Tuesday, August 30, 2011

R-E-S-P-E-C-T

Last week, I was very rudely reprimanded by a NARA employee in the research room. I respect the fact that NARA has rules regarding the treatment of their records. Any institution, especially an institution the size of NARA, should have rules. I know that it is the staff’s responsibility to enforce these rules and I listen to them and respect them if I have been doing something wrong.
But honestly, I cannot deal when staff members are rude to me. Honestly, the way in which I was treated last week made me cry. I know that I’m quiet and that I look like I’m barely legal so I don’t command the respect of some of my peers. But I’ve been researching for years; the least I expect is professional behavior. I’ve been to many institutions that can’t afford to pay a single employee but manage to do a professional job. A salary is no excuse for impolite behavior.
I would just like to remind everyone that NARA is here because of researchers like me: researchers who need a large amount of records on a regular basis and who use these records for the promotion of the historical profession. If I didn’t have the need, NARA wouldn’t exist. You see, NARA wasn’t just started because the government needed to dump its records somewhere. The government formed NARA because researchers like J. Franklin Jameson needed a centralized repository for federal records.

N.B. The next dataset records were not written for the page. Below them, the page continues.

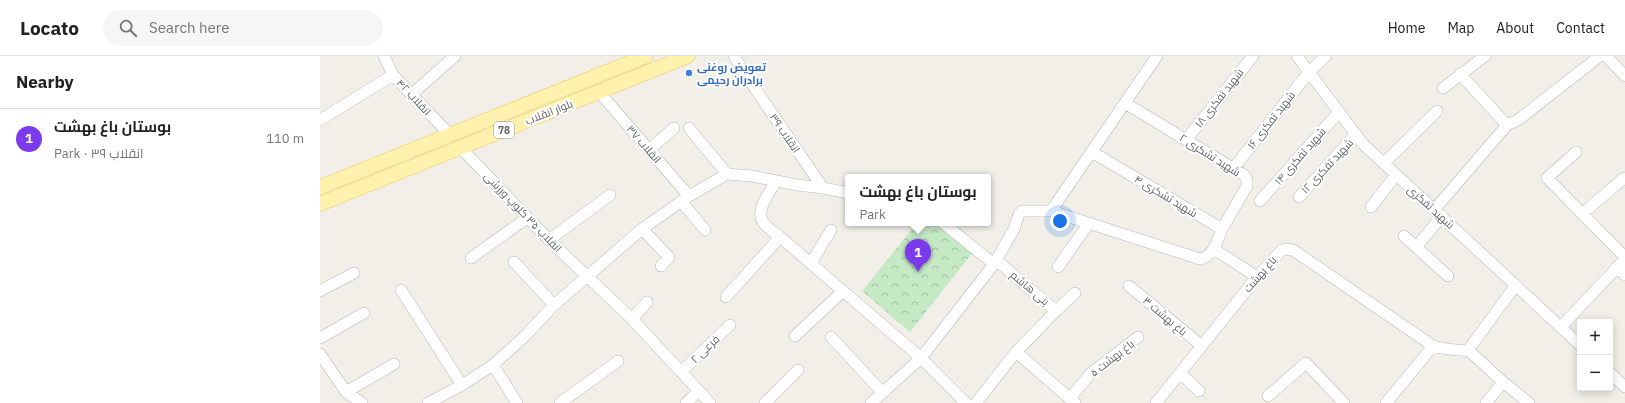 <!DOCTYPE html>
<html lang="en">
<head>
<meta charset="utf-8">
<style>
  :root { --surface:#fff; --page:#f6f6f6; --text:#202124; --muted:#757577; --line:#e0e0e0; --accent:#7c3aed }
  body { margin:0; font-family:"IBM Plex Sans",Cairo,sans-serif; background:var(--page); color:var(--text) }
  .controls { position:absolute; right:12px; bottom:12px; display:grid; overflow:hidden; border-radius:4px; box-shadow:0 2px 10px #0003 }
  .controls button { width:36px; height:36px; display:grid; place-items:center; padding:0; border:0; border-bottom:1px solid var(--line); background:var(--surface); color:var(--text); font:20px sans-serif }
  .you { position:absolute; left:740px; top:165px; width:14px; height:14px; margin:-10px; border:3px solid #fff; border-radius:50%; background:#1a73e8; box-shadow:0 0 0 6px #1a73e833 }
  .badge { display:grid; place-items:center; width:26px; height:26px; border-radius:50%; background:var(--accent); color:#fff; font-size:13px; font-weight:700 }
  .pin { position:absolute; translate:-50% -33px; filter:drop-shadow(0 1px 2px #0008) }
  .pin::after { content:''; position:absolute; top:21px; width:14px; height:12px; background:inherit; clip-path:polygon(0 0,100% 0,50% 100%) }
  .popup { position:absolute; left:525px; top:118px; width:146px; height:52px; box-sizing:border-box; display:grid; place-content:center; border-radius:4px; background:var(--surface); filter:drop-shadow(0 1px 3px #0005); font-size:13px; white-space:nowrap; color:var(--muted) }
  .popup b { font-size:15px; color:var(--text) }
  .popup::after { content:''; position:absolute; left:50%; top:100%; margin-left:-8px; border:8px solid transparent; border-top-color:var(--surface) }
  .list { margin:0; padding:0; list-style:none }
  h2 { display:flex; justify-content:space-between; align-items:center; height:52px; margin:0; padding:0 16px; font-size:17px }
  h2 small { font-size:13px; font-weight:400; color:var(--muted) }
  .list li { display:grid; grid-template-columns:26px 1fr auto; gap:12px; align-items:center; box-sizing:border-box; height:60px; padding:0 16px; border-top:1px solid var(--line) }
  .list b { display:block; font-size:15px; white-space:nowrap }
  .list p { margin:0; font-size:13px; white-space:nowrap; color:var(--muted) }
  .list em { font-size:13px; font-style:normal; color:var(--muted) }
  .icon { flex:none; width:22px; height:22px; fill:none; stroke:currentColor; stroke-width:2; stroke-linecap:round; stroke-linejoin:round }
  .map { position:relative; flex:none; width:1305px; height:347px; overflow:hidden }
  header { display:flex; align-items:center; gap:24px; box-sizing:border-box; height:56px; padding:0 20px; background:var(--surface); border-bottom:1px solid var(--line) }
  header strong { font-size:19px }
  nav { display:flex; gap:22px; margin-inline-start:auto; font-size:14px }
  .search { width:280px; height:36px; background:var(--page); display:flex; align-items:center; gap:10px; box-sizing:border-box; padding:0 14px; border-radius:22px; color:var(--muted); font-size:15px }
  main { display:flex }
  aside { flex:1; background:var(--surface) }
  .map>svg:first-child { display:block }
  .park { fill:url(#park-crowns) }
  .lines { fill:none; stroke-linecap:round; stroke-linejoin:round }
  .minor-casing { stroke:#b5b8bc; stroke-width:12 }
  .major-casing { stroke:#f2c960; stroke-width:15 }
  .minor { stroke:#fff; stroke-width:11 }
  .major { stroke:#fff2af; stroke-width:14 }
  .shop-dot { fill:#3f7fe0; stroke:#fff; stroke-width:1.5 }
  .labels { text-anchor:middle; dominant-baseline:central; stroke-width:4; stroke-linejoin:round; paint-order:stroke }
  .shield { fill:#fff; stroke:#8f9295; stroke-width:1 }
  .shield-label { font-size:10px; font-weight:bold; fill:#5f6368 }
  .shop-label { font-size:11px; font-weight:bold; fill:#366cbe; stroke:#fff; text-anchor:start }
  .street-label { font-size:11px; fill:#5f6368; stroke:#fff }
</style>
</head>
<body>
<header>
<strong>Locato</strong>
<div class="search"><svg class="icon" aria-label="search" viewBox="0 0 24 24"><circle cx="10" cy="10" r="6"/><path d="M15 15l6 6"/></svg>Search here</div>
<nav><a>Home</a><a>Map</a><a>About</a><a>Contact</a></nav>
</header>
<main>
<aside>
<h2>Nearby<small></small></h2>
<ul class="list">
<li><span class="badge">1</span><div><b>بوستان باغ بهشت</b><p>Park · انقلاب ۳۹</p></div><em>110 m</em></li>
</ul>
</aside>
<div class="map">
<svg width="1305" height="347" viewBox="0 0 1305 347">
  <defs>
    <pattern id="park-crowns" width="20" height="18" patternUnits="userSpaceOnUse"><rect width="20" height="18" fill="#c5e8c5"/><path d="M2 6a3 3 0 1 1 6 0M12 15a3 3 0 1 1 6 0" fill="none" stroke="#a3c0a4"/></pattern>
  </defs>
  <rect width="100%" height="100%" fill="#f1efe8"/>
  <path class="park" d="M597,167H617L653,196L590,276L542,235Z"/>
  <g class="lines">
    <g class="minor-casing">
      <path id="minor" d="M64,0L73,19
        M414,0L423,15L503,132
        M977,0L1043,88L1260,289
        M1286,0L1305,20
        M1140,18L1187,69
        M1123,32L1165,0
        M279,36L369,140
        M91,39L135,0
        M805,47L924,119L927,124V130L902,173
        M0,64L73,19L130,79
        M369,72L407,118
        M866,84L933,0
        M140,91L229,184L312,263L390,347
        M329,94L354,72
        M1256,96L1227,122L1305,201
        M1064,107L1117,55
        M913,113L989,16L1006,0
        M456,125C450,136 435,154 443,166C447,172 455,177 460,181
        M979,141L1036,78
        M361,145L385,174
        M940,145L1019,56
        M1051,151L1076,119
        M1115,153L1187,69L1198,64L1280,0
        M731,155L880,203C894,200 897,184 902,173L772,96
        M1262,158L1304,122
        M623,167L674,208
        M322,173L349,201L341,210
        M1084,180L1128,220
        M229,184L290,139
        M1097,190L1122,160
        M894,193L937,221
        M151,202L207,162
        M194,206L234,249
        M491,207L511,174
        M738,211L769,167
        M1297,211L1305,219
        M809,230L882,290
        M81,234L142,329
        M0,235L34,217
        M406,241L460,181L601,302L646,347
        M736,255L755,237
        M312,263L327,246
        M1241,271L1305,203
        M475,280L523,235
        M511,281L562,336
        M0,282L44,257
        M1148,294L1183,326L1166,347
        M696,296L755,347
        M0,298L26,336L42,347
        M173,309L197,347
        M361,316L410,269
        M860,317L879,335
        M1290,317L1305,331
        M1183,326L1209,347
        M26,336L74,308
        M948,340L986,307L1024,347
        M750,342L771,317L818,281
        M108,347L142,329L173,309L205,280L234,249L322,173L369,140L407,118L432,120L477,129L503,132L528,137
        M240,347L298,305
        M366,347L379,335
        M445,347L478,314
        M551,347L601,302L674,208L694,173L699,158L702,155H731L837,0
        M656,347L696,296L736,255L676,204
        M836,347L937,221L962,194L967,193L973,194L1113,290
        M1066,347L1113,290C1125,293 1135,295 1148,294L1196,229"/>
    </g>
    <g class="major-casing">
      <path id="major" d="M0,131L326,0
        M0,148L368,0"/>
    </g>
    <use href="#minor" class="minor"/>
    <use href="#major" class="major"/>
  </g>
  <circle class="shop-dot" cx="369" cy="17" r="4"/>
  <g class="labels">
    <rect class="shield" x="174" y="66" width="20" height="16" rx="3"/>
    <g class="shield-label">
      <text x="184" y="74">78</text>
    </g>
    <g class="shop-label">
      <text x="377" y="11">تعویض روغنی<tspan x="377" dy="13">برادران رحیمی</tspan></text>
    </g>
    <g class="street-label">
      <text transform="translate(94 41) rotate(47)">انقلاب ۴۲</text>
      <text transform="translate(899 42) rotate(-52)">شهید تفکری ۱۸</text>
      <text transform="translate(229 56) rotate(-22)">بلوار انقلاب</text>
      <text transform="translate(951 64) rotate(-52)">شهید تفکری ۱۶</text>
      <text transform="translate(465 77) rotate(56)">انقلاب ۳۹</text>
      <text transform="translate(324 88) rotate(49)">انقلاب ۳۷</text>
      <text transform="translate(890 99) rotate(32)">شهید تشکری ۲</text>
      <text transform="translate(980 100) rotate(-49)">شهید تفکری ۱۴</text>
      <text transform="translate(1007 110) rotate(-47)">شهید تفکری ۱۲</text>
      <text transform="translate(846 140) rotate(31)">شهید تشکری ۴</text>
      <text transform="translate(1111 151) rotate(42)">شهید تفکری</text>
      <text transform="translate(203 156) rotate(46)">انقلاب ۳۵ کلوپ ورزشی</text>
      <text transform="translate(940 218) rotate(-49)">باغ بهشت</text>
      <text transform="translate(710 232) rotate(40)">بنی هاشم</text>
      <text transform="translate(845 260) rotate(40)">باغ بهشت ۳</text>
      <text transform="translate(385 293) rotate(-44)">فرعی ۲</text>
      <text transform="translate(792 302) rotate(-38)">باغ بهشت ۵</text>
    </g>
  </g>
</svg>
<div class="controls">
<button>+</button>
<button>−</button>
</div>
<div class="you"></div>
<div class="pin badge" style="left:598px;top:216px">1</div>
<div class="popup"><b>بوستان باغ بهشت</b>Park</div>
</div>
</main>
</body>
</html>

If you’ve read any early works on American history, you know that they are rife with inaccuracies. This is often because in the late nineteenth and early twentieth centuries archival institutions did not exist in the United States. Historians simply did not have a place to go to find the records they needed. For government records, researchers would have to go to the specific agency where a document was created to obtain it. These different agencies did not give open access to their records. I have seen, multiple times, correspondence from the early twentieth century in files at NARA where clerks claimed they could not find the file a researcher was looking for. Clearly, the file existed because I found this correspondence within the requested file. The clerks just didn’t feel like trying to find it in the messy, dark storage rooms where the files were improperly kept. Clearly, this method didn’t work.

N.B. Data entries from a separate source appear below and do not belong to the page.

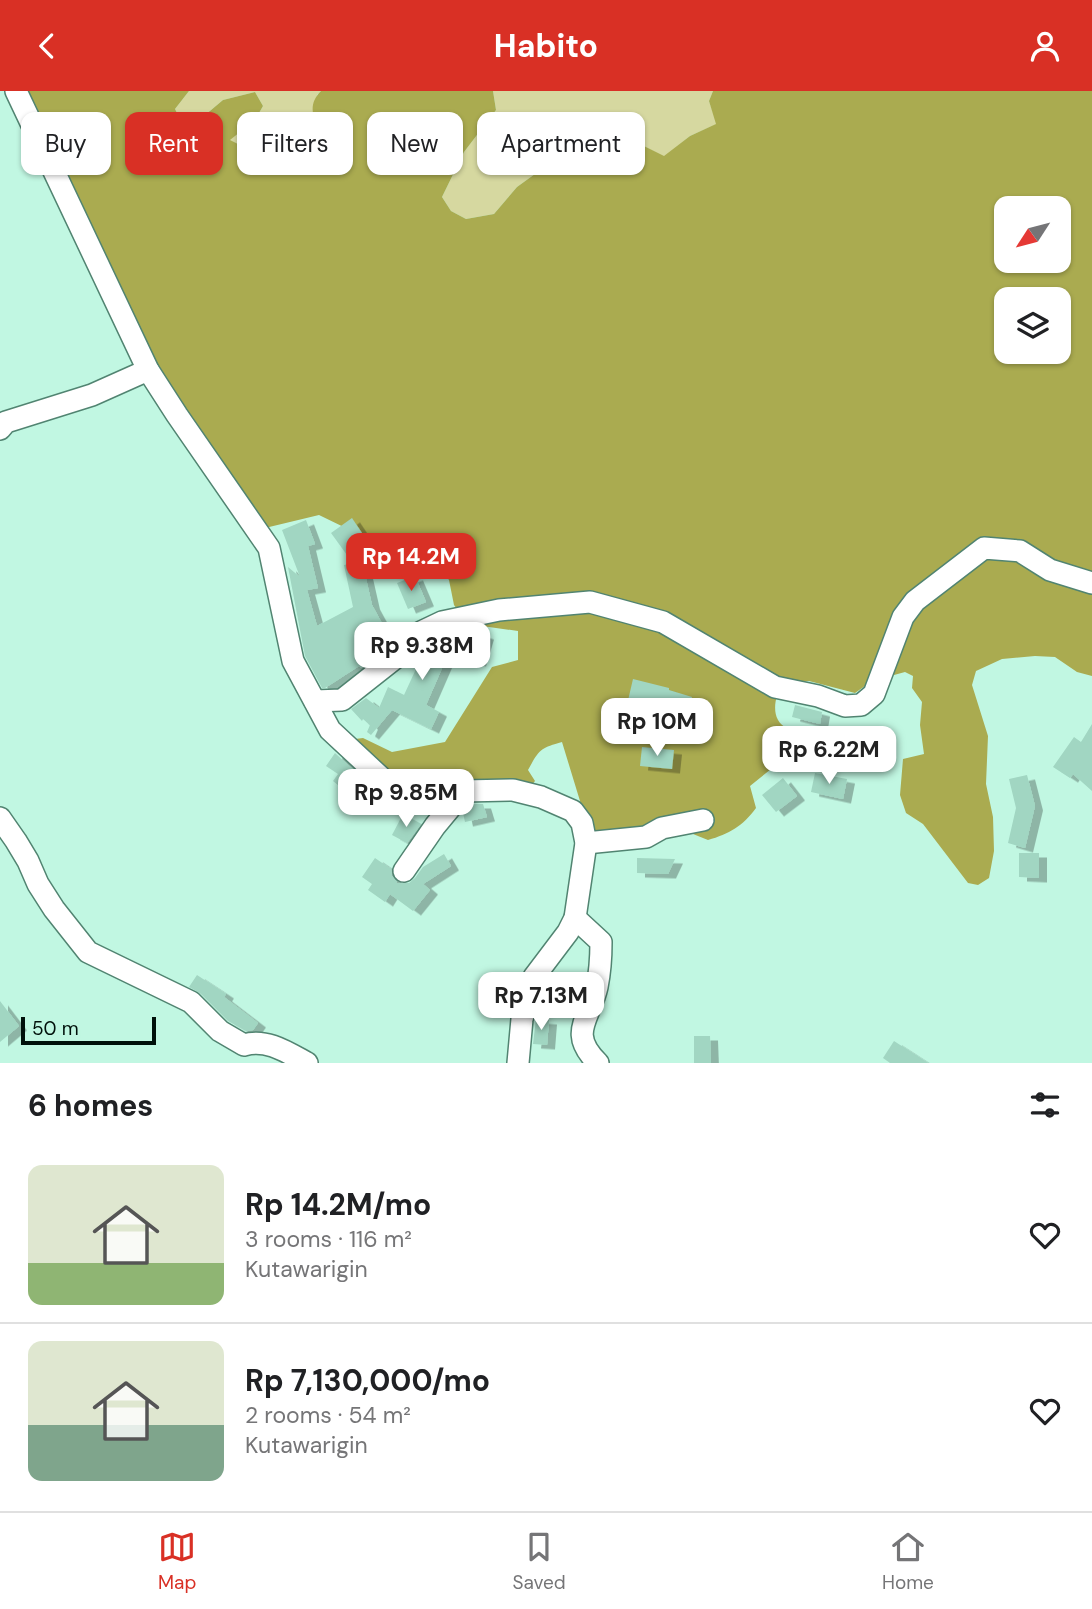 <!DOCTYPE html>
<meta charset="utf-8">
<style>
:root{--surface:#fff;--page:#f2f2f2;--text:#202124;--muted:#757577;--line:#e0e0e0;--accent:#d93025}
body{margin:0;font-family:"DM Sans",sans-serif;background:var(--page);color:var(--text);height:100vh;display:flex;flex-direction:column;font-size:26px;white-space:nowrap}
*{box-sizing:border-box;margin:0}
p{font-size:23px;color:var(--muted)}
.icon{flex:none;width:38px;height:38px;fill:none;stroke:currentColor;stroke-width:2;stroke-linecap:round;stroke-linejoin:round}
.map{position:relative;height:972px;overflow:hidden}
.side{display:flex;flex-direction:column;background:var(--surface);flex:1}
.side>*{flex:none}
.top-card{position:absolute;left:21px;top:21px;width:700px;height:63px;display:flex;gap:14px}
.needle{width:46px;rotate:234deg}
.controls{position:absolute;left:994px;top:105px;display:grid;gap:14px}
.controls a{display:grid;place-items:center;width:77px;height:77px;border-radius:14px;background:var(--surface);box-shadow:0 2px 5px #0004;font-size:35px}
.scale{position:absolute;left:21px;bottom:18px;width:135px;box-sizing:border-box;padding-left:7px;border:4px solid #00100a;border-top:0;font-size:19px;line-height:24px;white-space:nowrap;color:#00100a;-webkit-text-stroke:5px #c1f7e2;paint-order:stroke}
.price{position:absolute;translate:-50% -60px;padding:0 16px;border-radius:14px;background:#fff;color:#222;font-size:23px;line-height:46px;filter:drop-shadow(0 2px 4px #0008)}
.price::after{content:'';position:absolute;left:50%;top:42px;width:21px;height:16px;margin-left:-10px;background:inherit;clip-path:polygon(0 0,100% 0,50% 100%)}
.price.selected{background:var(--accent);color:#fff}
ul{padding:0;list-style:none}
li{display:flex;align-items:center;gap:21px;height:175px;padding:0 28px}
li+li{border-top:2px solid var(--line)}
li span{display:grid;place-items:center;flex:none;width:196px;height:140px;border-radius:14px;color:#555}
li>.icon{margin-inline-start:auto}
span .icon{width:84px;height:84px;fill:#fffc;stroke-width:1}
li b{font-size:30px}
h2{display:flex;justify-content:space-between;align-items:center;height:84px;padding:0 28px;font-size:30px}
.pill{padding:0 24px;border-radius:14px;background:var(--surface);box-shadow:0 2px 5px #0004;font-size:24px;line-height:63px}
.pill.selected{background:var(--accent);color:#fff}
header{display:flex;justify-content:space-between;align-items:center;height:91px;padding:0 28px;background:var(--accent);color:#fff;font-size:32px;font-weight:700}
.tabs{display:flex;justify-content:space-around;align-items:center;height:98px;border-top:2px solid var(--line);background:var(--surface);font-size:19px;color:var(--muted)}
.tabs a{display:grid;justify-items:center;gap:4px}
.tabs .selected{color:var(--accent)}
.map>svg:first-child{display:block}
.green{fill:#d6d8a0}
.forest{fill:#aaab50;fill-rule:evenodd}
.building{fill:#a1d6c2;filter:url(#shadow)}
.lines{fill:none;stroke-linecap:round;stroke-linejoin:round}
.street-casing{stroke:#518471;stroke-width:24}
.street{stroke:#fff;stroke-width:21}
</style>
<header><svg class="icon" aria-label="back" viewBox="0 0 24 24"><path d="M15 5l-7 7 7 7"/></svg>Habito<svg class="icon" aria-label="person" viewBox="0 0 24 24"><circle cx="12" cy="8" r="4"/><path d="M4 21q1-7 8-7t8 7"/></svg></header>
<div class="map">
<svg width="1092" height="972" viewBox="0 0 1092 972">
<defs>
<filter id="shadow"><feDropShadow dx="8" dy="4.5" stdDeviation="0" flood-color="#0004"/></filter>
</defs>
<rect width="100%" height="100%" fill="#c1f7e2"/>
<g class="green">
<path d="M 189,0 L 321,0 L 317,4 L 316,34 C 292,46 268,45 244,56 L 229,49 L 255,29 L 263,15 L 255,1 L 223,9 L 198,30 L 183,34 L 175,18 Z"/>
<polygon points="493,0 713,0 709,10 717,33 690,45 664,66 644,55 620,31 590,42 574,39 560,47 546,75 517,96 494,123 466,128 451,120 442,106 464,61 496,19"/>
</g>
<path class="forest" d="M 22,0 L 189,0 L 175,18 L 183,34 L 198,30 L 223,9 L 255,1 L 263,15 L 255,29 L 230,49 L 244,56 C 267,46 293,46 315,34 C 312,20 310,11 321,0 L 493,0 L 496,19 L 464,61 L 442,106 L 451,120 L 466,128 L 494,123 L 517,96 L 546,75 L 560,47 L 574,39 L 590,42 L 620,31 L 644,55 L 664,65 L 690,45 L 716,33 L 709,10 L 713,0 L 1092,0 L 1092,585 L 1077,581 L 1055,566 L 1035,565 L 1002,568 L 976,580 L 972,594 L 988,645 L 986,693 L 993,726 L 994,760 L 989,787 L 978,794 L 968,792 L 923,733 L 906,722 L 900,704 L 903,668 L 924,663 L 920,634 L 922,611 L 912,597 L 913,585 L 905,581 L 872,590 L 855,602 L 809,590 L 781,593 C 775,607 769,629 788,638 C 797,642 815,643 827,647 L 822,663 L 791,665 L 776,674 L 750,695 L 756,717 C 743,735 729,743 708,749 L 693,743 L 672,740 L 591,746 L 562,651 C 540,657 539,659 528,679 L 535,690 L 531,695 L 417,699 L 389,683 L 359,657 L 355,648 L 363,647 L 392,661 L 445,651 L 492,576 L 518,569 L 518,540 L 468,533 L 454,514 L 449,489 L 434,468 L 372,457 L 354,441 L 319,424 L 265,437 L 178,311 L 144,250 ZM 1006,117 L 1059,117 L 1059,170 L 1006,170 ZM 1006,208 L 1059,208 L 1059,261 L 1006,261 Z"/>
<g class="building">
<polygon points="352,427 372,457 352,471 331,442"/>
<polygon points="306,429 315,453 308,455 318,497 307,499 317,535 353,516 344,474 362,470 372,514 384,536 368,544 382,561 361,577 359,575 325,597 322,597 305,565 288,476 300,486 282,439"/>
<polygon points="415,485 426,511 408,518 397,492"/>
<polygon points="469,539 486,544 478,571 451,562 448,568 446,568 426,614 439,621 431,638 392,619 371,644 367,641 370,634 363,628 362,630 351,618 366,607 379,617 388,596 404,604 428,552 446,544"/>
<polygon points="633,588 669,597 669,599 692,606 685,634 626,618"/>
<polygon points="795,614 822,621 820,633 792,626"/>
<polygon points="1092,633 1092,700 1073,683 1070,687 1053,676 1074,646 1081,651"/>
<polygon points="642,656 674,659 672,678 640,675"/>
<polygon points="335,662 383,706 374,718 352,702 350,704 333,690 338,683 326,675"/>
<polygon points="815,682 847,688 843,708 811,701"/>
<polygon points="1027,684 1035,715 1025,757 1008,752 1016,717 1009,688"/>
<polygon points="783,687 797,705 776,721 762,704"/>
<polygon points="470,713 483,713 487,726 465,731 463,722"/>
<polygon points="403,723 421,733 407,752 392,744"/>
<polygon points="1019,762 1039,762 1039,787 1019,786"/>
<polygon points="444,763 451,775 423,793 430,799 413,820 390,803 385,811 368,799 372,793 362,786 375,767 391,778 392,785 397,791 396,792 409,792 415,787 423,776"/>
<polygon points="637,767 675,768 668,783 637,782"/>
<polygon points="197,884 226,903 224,906 258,932 253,939 246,940 228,930 200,902 189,896"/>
<polygon points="0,910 19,935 0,951"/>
<polygon points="536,928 549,929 547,954 533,953"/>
<polygon points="694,945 710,945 711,972 694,972"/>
<polygon points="894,950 928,972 890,972 883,967"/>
</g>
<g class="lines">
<defs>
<g id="street">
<polyline points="16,0 148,279 177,324 269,457 293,570 330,639 389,694 414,705 435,706 464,700 513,699 541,706 573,720 582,732 586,752 575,827 568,841 534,886 522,928 518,972"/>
<polyline points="0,338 6,331 92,304 148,279"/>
<polyline points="315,610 342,609 394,568 421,541 442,531 499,519 590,511 663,531 775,596 818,605 845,615 861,614 874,603 903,526 915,510 984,457 1020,460 1050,479 1092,492"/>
<path d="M 0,727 L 16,750 L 28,770 L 38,793 L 54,818 L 88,861 L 191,911 L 220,940 L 244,954 C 266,947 287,961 307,972"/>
<polyline points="586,752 646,746 662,737 703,729"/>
<polyline points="404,780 435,735 464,700"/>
<path d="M 575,827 L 601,851 C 601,866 600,881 597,896 C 590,928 567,942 598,972"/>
</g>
</defs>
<use href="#street" class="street-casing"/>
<use href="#street" class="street"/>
</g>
</svg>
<div class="controls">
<a><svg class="needle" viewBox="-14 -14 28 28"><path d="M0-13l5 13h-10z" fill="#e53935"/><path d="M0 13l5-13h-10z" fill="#757577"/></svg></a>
<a><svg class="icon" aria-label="layers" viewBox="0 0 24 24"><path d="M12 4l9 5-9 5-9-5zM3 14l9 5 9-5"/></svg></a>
</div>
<div class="scale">50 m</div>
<b class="price selected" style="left:411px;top:502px">Rp 14.2M</b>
<b class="price" style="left:422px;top:591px">Rp 9.38M</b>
<b class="price" style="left:657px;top:667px">Rp 10M</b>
<b class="price" style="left:829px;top:695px">Rp 6.22M</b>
<b class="price" style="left:406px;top:738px">Rp 9.85M</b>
<b class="price" style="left:541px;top:941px">Rp 7.13M</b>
<div class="top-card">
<a class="pill">Buy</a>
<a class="pill selected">Rent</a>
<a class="pill">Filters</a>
<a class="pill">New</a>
<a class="pill">Apartment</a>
</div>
</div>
<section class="side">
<h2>6 homes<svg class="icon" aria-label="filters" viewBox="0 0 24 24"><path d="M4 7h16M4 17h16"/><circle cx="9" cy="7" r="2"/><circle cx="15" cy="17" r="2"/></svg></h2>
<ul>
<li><span style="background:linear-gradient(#dfe7d0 70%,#8fb573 0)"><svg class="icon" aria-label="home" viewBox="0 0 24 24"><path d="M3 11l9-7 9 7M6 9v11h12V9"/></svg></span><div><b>Rp 14.2M/mo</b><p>3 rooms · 116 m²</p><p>Kutawarigin</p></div><svg class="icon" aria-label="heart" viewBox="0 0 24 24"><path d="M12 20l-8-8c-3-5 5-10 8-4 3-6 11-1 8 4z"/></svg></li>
<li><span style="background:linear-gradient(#dfe7d0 60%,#7fa58c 0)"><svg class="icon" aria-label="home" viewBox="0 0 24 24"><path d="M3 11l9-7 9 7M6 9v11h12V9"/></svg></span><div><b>Rp 7,130,000/mo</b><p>2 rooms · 54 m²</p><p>Kutawarigin</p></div><svg class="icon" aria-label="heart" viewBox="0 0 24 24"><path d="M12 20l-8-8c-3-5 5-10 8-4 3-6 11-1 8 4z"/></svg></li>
</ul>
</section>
<nav class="tabs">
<a class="selected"><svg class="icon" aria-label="map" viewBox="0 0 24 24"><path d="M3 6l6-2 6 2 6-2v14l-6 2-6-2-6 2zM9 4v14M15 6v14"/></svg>Map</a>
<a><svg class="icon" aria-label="saved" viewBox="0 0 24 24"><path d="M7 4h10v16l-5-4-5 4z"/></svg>Saved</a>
<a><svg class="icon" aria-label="home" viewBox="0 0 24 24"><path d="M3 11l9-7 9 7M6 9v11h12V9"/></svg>Home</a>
</nav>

So as the historical profession grew, historians began to ask Congress to help them out. First, the Library of Congress got its act together. Then the idea of a national archive became popular. The idea of a national repository of government records wasn’t new. Pretty much all of Europe already had them. In the early nineteenth century lawmakers in the United States had thought about creating an archive, but it stalled. That is, until historians pushed for it. So in 1930 Congress finally passed a bill to create the federal repository and in 1934 it became its own independent agency.
Many early archivists had been historians. The first two Archivists of the United States, Robert D.W. Connor and Solon J. Buck, had both previously held historical positions. These two AOTUSes were instrumental in the formation and early development of NARA. Clearly, the agency would not have survived without those who needed to research inside it.
So remember, this agency (and all of the jobs it creates) would not exist without people like me!